Top of STUDY MATERIAL
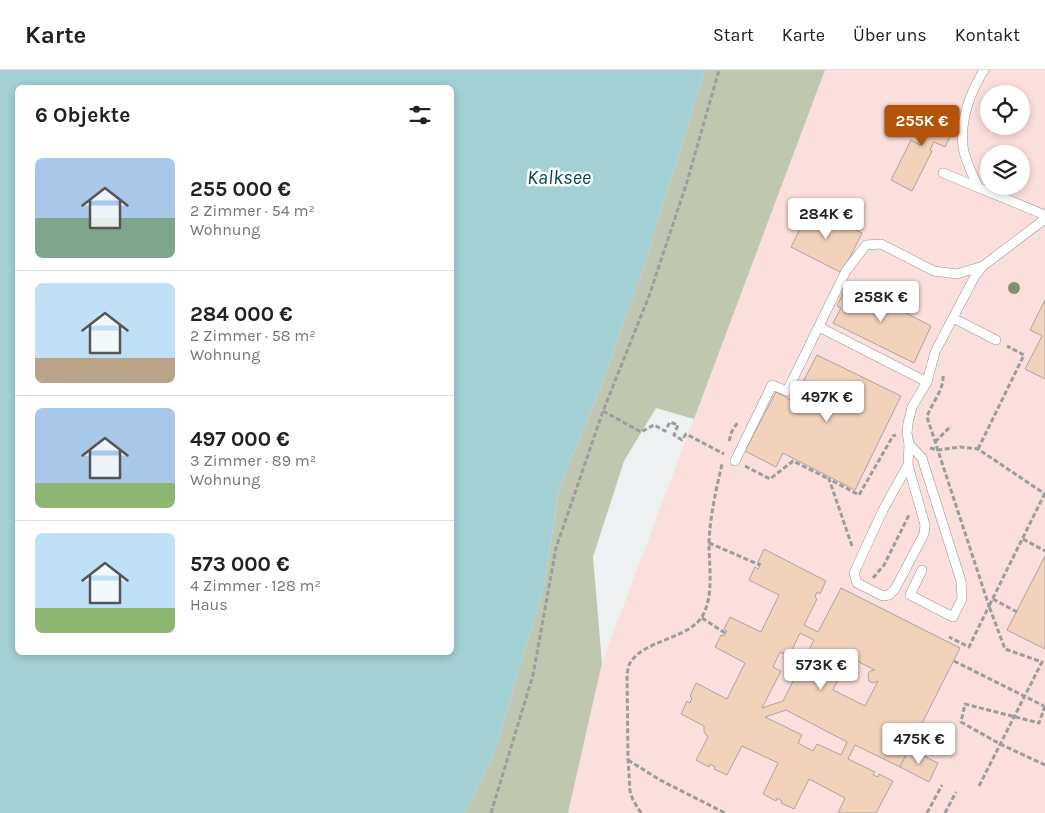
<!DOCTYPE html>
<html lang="de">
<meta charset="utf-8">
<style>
:root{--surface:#fff;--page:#f6f6f6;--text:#202124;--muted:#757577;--line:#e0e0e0;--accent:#b45309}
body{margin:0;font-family:Karla,sans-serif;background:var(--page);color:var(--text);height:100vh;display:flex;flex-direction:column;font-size:19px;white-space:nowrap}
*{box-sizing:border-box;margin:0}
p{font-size:16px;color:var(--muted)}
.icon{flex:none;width:28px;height:28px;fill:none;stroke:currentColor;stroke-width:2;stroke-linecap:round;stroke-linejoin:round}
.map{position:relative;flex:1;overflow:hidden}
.side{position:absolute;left:15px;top:15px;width:439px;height:570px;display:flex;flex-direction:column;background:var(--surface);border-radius:8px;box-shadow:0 2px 8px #0003}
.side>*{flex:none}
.controls{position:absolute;left:980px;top:15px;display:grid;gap:10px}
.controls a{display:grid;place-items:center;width:50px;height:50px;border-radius:50%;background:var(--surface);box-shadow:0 2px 8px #0003;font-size:25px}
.price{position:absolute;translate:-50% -42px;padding:0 11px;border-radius:5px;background:#fff;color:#222;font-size:16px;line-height:32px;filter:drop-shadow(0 1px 2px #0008)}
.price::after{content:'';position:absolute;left:50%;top:30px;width:15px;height:11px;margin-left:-8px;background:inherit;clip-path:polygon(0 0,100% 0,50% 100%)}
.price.on{background:var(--accent);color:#fff}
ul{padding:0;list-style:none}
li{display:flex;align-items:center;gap:15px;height:125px;padding:0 20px}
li+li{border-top:1px solid var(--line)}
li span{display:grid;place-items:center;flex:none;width:140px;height:100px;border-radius:8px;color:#555}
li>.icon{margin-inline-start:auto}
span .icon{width:60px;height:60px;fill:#fffc;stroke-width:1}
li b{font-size:21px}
h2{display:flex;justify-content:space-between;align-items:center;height:60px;padding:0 20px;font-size:21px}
header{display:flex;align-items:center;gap:30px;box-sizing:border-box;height:70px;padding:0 25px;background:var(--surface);border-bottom:1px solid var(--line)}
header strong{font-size:24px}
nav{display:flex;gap:28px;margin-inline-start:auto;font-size:18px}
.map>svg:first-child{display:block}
.medical{fill:#fadfdc;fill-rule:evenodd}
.green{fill:#c0c7b0}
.water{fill:#a2d0d3;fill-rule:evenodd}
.building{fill:#f2d2bb;stroke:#a8a5a3;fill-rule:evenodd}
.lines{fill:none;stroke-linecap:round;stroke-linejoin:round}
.lane-casing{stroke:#939597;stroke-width:10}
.path{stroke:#9c9d9f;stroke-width:3;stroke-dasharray:5 2.5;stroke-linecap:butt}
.lane{stroke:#fff;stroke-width:9}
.tree{fill:#888f70}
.labels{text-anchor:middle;stroke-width:5;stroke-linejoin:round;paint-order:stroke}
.water-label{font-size:20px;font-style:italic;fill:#00484d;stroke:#fcfdff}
</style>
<header>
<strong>Karte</strong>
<nav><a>Start</a><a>Karte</a><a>Über uns</a><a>Kontakt</a></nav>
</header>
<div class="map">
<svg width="1045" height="743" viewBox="0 0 1045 743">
<rect width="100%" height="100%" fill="#eef0f2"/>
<path class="medical" d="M825 0H1045V743H568L602 593ZM989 24H1021V56H989ZM989 84H1021V116H989Z"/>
<polygon class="green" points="705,0 825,0 694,349 656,338 624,391 593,487 602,593 568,743 465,743 495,681 544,517 559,419 600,319 643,200"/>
<path class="water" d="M0 0H705L643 200 600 319 559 419 544 517 495 681 465 743H0ZM18 18H451V582H18Z"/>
<g class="building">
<polygon points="922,37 956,54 945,77 934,72 930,80 932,81 912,121 891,110 911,70 920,75 923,67 910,60"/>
<polygon points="811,137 862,163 842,203 791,177"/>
<polygon points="848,213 931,256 914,293 833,253 841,238 837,236"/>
<polygon points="1045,230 1045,309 1025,299 1042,266 1030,260"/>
<polygon points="817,285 901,326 855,420 783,383 776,397 745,381 776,322 793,331"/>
<path d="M764 479 826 511 820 524 817 522 815 527 817 529 804 555 818 562 841 518 960 578 900 697 855 675 848 689 875 702 873 705 878 707 879 704 893 711 876 743H838L845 728 809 709 794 739 781 733 782 731 777 728 776 731 763 724 778 693 742 676 727 705 714 699 715 697 710 694 709 697 696 690 708 667 704 662V656L681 644 687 631 690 633 692 628 690 626 696 613 727 629 745 593 715 577 721 565 724 566 727 561 724 559 730 547 761 562 779 525 749 510 755 497 758 499 761 494 758 492ZM800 563 814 570 783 631 762 638 781 601 773 597 780 582 789 586ZM849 587 875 600 870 601 868 604 869 611 873 613 878 611 865 636 833 620ZM786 640 847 672 841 685 817 674 813 681 798 673 802 665 765 647Z"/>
<polygon points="1045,486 1045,579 1007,560"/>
<polygon points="909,679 938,693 929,712 900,697"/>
</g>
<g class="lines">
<g class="lane-casing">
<g id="lane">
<polyline points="943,103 1045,145"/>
<path d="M978 117C973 105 965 91 963 77 960 49 970 23 984 0"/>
<polyline points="953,248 996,270"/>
<polyline points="819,257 927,312"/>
<polyline points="909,374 922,388 961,511 962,529 953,547 910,525 922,500"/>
<polyline points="735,391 772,315 787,321 846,201 866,175 881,174 934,201 957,204 983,196 1041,152 1045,150"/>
<polyline points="908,395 883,440 854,503 857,513 883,526 889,525 895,519 924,464 925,455 908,395 909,374 907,363 908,353 912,337 927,312 935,282 975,206 983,196"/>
</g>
</g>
<g class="path">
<path d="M943 306C944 320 931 334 927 347L989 536 969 577 949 567"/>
<polyline points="603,341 641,362 654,355 665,361 670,352 678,355 674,365 682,370 686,364 724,384"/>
<polyline points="729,371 732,361 738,352"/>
<polyline points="935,372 951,356"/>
<polyline points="930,378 938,380 960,377 978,379 1045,424"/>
<polyline points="978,379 1024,285 1007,276"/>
<polyline points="745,396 770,409 793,391 829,409"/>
<polyline points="1023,469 1045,481"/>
<polyline points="709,473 760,495"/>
<polyline points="852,476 829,409 859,425 893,366 896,365"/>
<polyline points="873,508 884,495 909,445"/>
<polyline points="993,529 1017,542"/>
<polyline points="702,548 725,563"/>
<polyline points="954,591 1044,636"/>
<polyline points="1045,636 1039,653 965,634 961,652 1000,674 1045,695"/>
<polyline points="628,690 660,710 725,743"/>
<polyline points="979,716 1042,592 1005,579 989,536 1045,423"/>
<polyline points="491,743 533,605 556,478 603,341 649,226 687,112 719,0"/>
<path d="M641 743 633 730 630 721 628 689 627 604C628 600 628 596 630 593 643 570 690 569 703 545 714 524 709 496 709 473 710 446 716 420 722 394"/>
<polyline points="927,743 942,715"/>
<polyline points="945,743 956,722"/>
</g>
<use href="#lane" class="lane"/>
</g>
<circle class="tree" cx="1014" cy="218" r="6"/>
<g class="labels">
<g class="water-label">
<text x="559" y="114">Kalksee</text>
</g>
</g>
</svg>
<div class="controls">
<a><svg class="icon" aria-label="locate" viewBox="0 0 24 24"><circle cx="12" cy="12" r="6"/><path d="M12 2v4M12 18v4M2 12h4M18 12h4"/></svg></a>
<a><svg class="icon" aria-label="layers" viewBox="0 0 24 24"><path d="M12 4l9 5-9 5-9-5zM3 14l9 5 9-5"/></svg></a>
</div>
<b class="price on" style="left:922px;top:77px">255K €</b>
<b class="price" style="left:826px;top:170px">284K €</b>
<b class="price" style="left:881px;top:253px">258K €</b>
<b class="price" style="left:827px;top:353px">497K €</b>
<b class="price" style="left:821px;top:621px">573K €</b>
<b class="price" style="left:919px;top:695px">475K €</b>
<section class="side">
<h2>6 Objekte<svg class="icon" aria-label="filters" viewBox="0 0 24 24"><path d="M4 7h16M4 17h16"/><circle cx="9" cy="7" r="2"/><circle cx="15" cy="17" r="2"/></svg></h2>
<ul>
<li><span style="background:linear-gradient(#a9c7e8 60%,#7fa58c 0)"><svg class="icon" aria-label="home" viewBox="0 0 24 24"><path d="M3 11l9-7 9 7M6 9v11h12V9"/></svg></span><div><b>255 000 €</b><p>2 Zimmer · 54 m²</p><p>Wohnung</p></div></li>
<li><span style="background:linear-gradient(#bfe0f5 75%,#b9a48a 0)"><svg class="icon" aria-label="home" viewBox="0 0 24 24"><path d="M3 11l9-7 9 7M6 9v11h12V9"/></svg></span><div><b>284 000 €</b><p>2 Zimmer · 58 m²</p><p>Wohnung</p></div></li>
<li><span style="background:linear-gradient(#a9c7e8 75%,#8fb573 0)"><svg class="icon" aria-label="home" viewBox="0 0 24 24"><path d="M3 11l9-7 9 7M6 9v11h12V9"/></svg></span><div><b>497 000 €</b><p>3 Zimmer · 89 m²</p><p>Wohnung</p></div></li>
<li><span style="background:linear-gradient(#bfe0f5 75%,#8fb573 0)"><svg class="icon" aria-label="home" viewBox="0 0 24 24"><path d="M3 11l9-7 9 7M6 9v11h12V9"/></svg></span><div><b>573 000 €</b><p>4 Zimmer · 128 m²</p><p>Haus</p></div></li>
</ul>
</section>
</div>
Bottom of STUDY MATERIAL
EXERCISE DIRECTIONS → All lines from the one that contains "2v4M12 18v4M2 12h4M18" to the end of the records above are to be copied exactly; leave out the rest.

RESULT →
<a><svg class="icon" aria-label="locate" viewBox="0 0 24 24"><circle cx="12" cy="12" r="6"/><path d="M12 2v4M12 18v4M2 12h4M18 12h4"/></svg></a>
<a><svg class="icon" aria-label="layers" viewBox="0 0 24 24"><path d="M12 4l9 5-9 5-9-5zM3 14l9 5 9-5"/></svg></a>
</div>
<b class="price on" style="left:922px;top:77px">255K €</b>
<b class="price" style="left:826px;top:170px">284K €</b>
<b class="price" style="left:881px;top:253px">258K €</b>
<b class="price" style="left:827px;top:353px">497K €</b>
<b class="price" style="left:821px;top:621px">573K €</b>
<b class="price" style="left:919px;top:695px">475K €</b>
<section class="side">
<h2>6 Objekte<svg class="icon" aria-label="filters" viewBox="0 0 24 24"><path d="M4 7h16M4 17h16"/><circle cx="9" cy="7" r="2"/><circle cx="15" cy="17" r="2"/></svg></h2>
<ul>
<li><span style="background:linear-gradient(#a9c7e8 60%,#7fa58c 0)"><svg class="icon" aria-label="home" viewBox="0 0 24 24"><path d="M3 11l9-7 9 7M6 9v11h12V9"/></svg></span><div><b>255 000 €</b><p>2 Zimmer · 54 m²</p><p>Wohnung</p></div></li>
<li><span style="background:linear-gradient(#bfe0f5 75%,#b9a48a 0)"><svg class="icon" aria-label="home" viewBox="0 0 24 24"><path d="M3 11l9-7 9 7M6 9v11h12V9"/></svg></span><div><b>284 000 €</b><p>2 Zimmer · 58 m²</p><p>Wohnung</p></div></li>
<li><span style="background:linear-gradient(#a9c7e8 75%,#8fb573 0)"><svg class="icon" aria-label="home" viewBox="0 0 24 24"><path d="M3 11l9-7 9 7M6 9v11h12V9"/></svg></span><div><b>497 000 €</b><p>3 Zimmer · 89 m²</p><p>Wohnung</p></div></li>
<li><span style="background:linear-gradient(#bfe0f5 75%,#8fb573 0)"><svg class="icon" aria-label="home" viewBox="0 0 24 24"><path d="M3 11l9-7 9 7M6 9v11h12V9"/></svg></span><div><b>573 000 €</b><p>4 Zimmer · 128 m²</p><p>Haus</p></div></li>
</ul>
</section>
</div>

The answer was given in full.